The wide range of parameters allows for more than 200,000 prescription options, Hall said.

“We’re confident you can fit it in a large proportion of patients,” he said.

He also noted, “Near, intermediate and distance vision are all crisp. It has an optimized toric lens geometry with stable back surface optics and evenly distributed optic ballast.”

He noted that the optimized design allowed for the lens thickness to be reduced.

Hall said they have seen a 93% initial fitting success rate for clinicians who use the fitting guide.

Michele Andrews, OD, CooperVision’s senior director of professional and academic affairs, North America, told PCON that no trial lens set is necessary.

Clinicians can use the fitting guide and an app, and a trial lens arrives in 5 to 7 days. If modifications are necessary, it would take a few more weeks for the new lenses to be modified.

“Each one is custom made to order,” she said.

“We are rolling it out first to about 450 doctors to ensure everything runs smoothly, then it will go national in May,” Andrews added.

She also updated PCON on the status of the company’s MiSight 1 day Contact Lenses for myopia management.

Twenty optometrists have been certified to prescribe CooperVision’s Brilliant Future Myopia Management Program with the MiSight lens, she said.
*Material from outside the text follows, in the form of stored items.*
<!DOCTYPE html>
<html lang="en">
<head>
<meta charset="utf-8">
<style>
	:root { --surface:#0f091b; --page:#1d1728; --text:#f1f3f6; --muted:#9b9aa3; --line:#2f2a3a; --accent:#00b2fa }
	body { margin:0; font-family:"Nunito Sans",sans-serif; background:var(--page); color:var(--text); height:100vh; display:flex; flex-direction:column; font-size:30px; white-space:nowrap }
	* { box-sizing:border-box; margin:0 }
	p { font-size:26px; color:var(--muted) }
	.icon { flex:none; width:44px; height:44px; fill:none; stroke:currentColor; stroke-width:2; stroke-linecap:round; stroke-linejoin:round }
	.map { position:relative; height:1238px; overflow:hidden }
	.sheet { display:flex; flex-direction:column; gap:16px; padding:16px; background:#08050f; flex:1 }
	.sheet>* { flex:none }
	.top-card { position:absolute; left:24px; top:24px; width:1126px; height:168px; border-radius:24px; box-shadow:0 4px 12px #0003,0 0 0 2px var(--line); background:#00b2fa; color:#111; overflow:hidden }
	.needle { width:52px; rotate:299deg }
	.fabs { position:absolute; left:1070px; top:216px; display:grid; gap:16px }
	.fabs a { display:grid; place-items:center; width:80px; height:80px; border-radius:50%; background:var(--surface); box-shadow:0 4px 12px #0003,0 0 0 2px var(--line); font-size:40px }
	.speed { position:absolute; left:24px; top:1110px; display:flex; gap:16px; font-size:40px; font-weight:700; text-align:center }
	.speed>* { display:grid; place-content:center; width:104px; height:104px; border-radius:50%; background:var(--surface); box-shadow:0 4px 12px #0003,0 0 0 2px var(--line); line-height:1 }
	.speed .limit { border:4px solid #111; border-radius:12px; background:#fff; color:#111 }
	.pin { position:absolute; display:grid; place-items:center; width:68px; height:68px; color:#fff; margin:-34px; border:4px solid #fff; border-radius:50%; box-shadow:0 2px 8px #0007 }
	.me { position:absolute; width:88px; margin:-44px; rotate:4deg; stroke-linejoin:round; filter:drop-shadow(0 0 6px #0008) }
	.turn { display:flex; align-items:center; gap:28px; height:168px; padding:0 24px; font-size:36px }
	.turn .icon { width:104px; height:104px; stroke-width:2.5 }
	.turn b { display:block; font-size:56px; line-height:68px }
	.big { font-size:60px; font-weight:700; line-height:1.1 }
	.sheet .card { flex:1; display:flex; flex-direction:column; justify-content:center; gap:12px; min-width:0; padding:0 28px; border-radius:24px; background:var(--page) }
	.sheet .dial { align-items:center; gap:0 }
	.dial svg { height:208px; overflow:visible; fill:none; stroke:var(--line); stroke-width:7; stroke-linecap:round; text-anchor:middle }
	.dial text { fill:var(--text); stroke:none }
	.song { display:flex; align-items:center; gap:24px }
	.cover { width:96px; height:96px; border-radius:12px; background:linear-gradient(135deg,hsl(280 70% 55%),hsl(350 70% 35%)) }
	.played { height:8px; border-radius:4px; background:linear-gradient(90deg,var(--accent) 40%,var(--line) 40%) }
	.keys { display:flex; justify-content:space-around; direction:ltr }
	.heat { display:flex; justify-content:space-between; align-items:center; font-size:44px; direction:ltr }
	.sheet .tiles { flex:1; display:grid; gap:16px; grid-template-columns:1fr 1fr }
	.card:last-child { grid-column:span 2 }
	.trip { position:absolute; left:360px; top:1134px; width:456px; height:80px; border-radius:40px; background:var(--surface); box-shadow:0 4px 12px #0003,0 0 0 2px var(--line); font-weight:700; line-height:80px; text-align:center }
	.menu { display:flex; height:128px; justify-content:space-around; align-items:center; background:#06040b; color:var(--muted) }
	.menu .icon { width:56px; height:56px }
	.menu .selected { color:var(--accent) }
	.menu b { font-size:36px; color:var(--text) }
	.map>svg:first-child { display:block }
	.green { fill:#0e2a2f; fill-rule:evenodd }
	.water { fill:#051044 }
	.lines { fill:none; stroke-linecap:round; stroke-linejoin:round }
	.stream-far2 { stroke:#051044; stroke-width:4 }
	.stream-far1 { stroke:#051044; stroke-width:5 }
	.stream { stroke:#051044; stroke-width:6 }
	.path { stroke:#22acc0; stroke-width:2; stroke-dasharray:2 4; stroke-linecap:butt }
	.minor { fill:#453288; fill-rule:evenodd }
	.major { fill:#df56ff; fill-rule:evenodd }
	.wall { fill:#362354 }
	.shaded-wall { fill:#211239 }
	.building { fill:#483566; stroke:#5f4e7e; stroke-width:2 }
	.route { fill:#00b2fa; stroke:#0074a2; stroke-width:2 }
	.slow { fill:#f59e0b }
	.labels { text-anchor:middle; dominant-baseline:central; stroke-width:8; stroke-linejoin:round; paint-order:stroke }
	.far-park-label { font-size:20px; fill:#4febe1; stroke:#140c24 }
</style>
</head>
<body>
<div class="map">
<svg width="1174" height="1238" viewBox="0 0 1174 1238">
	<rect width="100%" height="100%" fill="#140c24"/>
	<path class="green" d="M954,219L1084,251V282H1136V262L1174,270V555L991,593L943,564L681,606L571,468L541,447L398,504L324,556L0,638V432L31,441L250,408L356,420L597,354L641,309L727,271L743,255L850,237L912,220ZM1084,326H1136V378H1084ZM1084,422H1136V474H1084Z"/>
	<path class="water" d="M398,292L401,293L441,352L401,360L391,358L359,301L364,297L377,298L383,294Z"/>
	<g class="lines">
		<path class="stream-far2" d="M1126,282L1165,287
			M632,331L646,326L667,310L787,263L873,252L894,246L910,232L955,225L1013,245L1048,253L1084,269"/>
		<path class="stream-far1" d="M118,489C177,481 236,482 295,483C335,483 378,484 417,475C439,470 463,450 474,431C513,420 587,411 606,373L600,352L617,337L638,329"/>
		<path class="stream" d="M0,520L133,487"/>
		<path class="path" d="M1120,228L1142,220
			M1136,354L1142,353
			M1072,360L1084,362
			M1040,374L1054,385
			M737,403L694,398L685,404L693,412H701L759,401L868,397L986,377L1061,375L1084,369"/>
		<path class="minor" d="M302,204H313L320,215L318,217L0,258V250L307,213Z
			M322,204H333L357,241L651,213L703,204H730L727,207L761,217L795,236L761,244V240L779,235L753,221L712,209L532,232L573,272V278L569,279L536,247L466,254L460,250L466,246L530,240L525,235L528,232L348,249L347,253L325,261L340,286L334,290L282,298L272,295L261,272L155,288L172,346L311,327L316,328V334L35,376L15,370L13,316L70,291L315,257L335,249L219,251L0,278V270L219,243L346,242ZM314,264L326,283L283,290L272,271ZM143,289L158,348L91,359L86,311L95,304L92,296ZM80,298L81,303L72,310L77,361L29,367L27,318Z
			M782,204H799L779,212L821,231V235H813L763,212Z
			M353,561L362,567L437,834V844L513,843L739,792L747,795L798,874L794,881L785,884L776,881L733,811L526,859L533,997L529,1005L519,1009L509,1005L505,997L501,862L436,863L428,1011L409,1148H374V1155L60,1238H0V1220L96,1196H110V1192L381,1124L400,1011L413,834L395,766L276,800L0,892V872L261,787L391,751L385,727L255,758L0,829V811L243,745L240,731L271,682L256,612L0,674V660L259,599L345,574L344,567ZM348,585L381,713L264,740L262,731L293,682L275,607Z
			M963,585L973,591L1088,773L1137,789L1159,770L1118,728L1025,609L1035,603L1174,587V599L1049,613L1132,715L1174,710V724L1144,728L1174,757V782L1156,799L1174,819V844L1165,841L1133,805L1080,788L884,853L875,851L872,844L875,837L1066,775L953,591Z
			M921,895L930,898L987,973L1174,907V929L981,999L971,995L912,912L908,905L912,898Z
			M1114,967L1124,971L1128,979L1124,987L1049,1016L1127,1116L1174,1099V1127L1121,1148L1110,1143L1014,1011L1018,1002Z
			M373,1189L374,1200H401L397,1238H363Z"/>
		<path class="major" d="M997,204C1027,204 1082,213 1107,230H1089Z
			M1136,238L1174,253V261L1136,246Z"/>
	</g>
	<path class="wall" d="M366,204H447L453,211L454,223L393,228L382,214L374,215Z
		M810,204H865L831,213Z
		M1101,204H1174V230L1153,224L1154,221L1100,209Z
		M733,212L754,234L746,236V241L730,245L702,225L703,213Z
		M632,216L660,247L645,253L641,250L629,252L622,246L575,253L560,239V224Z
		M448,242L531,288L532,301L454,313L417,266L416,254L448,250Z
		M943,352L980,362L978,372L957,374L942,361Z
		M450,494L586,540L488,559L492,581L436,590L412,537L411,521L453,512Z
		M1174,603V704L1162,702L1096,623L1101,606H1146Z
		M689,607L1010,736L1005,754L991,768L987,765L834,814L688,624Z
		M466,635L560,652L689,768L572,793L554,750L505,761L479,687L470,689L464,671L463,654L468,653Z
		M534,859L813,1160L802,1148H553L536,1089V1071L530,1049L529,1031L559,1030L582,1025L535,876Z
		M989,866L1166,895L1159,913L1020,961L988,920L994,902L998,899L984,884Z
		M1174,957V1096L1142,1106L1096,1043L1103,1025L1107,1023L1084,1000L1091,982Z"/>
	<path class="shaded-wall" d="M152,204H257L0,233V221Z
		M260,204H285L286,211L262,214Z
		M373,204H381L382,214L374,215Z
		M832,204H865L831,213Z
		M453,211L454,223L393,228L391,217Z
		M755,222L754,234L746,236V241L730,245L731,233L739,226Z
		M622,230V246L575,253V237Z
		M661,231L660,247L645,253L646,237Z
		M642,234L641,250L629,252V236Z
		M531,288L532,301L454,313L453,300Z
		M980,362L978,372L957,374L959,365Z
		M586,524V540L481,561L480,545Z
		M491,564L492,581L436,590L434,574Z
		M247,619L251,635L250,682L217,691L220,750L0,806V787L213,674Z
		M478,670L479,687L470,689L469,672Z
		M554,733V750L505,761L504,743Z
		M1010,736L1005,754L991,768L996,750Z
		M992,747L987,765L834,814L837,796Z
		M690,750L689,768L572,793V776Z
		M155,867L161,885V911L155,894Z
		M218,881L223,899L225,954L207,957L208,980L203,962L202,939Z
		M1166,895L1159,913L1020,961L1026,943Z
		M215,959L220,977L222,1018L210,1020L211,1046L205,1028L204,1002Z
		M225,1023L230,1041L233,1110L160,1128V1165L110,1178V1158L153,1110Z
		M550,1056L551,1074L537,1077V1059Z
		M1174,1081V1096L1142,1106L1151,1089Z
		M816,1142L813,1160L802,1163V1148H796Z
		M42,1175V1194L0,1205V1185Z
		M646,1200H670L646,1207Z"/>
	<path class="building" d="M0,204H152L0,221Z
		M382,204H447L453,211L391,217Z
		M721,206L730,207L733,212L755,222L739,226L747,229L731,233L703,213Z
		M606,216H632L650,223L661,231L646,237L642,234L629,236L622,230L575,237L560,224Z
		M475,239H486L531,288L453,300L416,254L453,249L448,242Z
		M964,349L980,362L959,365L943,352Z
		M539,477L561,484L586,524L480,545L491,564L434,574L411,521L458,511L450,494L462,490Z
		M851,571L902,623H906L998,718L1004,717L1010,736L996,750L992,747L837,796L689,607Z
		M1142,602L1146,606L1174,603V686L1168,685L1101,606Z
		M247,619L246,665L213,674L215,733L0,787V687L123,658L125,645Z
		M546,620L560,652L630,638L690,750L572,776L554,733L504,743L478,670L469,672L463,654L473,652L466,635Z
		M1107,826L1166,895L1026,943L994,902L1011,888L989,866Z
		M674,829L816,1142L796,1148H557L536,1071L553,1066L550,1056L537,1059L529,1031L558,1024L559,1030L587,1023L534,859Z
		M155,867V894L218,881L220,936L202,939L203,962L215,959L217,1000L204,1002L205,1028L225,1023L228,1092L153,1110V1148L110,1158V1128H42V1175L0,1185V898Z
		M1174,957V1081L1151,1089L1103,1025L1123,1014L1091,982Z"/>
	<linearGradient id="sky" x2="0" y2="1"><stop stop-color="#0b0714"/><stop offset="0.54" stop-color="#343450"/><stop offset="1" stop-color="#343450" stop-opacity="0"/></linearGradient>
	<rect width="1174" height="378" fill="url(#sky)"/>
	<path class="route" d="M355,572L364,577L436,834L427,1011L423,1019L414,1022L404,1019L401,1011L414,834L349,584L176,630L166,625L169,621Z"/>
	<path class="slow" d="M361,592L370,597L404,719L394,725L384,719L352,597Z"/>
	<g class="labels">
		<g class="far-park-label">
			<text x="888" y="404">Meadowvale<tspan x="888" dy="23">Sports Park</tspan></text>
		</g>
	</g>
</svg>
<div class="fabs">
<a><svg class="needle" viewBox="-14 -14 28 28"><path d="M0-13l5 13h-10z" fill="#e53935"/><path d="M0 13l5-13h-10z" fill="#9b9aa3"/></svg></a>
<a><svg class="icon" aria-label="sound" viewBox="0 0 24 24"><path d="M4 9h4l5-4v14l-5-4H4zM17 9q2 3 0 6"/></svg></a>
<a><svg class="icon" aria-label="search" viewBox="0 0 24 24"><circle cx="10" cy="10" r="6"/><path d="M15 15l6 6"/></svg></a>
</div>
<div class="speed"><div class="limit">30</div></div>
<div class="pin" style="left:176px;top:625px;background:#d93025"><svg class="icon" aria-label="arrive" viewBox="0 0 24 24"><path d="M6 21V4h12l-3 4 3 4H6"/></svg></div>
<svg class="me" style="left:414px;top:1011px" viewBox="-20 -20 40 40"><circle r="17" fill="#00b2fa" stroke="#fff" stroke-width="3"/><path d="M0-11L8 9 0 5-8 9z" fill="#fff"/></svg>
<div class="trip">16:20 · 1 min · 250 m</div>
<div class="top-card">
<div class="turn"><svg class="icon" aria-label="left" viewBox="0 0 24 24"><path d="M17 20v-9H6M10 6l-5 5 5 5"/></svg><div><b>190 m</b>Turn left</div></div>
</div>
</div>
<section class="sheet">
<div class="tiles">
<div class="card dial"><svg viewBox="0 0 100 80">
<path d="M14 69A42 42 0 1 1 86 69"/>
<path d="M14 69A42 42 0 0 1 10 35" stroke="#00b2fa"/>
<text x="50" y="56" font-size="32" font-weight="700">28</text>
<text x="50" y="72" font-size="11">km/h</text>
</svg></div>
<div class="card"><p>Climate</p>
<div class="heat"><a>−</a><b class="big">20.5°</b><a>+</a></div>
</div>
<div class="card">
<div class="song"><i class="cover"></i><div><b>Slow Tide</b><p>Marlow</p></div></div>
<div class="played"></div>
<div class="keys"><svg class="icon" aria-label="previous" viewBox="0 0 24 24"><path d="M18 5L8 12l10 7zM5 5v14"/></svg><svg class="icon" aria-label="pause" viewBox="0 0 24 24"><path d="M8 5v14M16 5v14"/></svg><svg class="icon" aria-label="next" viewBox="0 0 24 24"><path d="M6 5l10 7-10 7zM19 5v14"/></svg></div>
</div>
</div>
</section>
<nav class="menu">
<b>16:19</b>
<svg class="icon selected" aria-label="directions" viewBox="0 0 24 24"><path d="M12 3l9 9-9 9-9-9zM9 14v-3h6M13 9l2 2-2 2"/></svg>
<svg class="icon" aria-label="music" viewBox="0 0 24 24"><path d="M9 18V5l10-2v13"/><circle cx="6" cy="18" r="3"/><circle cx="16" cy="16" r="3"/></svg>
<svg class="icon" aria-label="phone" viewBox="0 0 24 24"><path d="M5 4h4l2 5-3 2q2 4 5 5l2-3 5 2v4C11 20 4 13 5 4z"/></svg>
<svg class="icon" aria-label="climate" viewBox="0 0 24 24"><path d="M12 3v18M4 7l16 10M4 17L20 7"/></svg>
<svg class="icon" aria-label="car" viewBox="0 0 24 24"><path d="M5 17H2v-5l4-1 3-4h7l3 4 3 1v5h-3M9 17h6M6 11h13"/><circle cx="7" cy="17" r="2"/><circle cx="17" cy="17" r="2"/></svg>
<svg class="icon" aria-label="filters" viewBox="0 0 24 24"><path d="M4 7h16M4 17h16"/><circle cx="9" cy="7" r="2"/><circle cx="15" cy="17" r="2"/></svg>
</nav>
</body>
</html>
Clinicians are required to participate in an in-person workshop and then complete an online competency program. They can then receive a fitting set and starter kits for the doctor and patient, which include information on online tools.

She noted that the MiSight lens is available in -0.50 D to -6.00 D in 0.25-D steps.

CooperVision provides doctors with information on how to discuss the management program with parents.

“Parents are afraid to put their kids in contact lenses,” she said. “The doctors who are now most excited are already doing myopia control in their practices in other ways.” – by Nancy Hemphill, ELS, FAAO

Disclosures: Andrews and Hall are employed by CooperVision.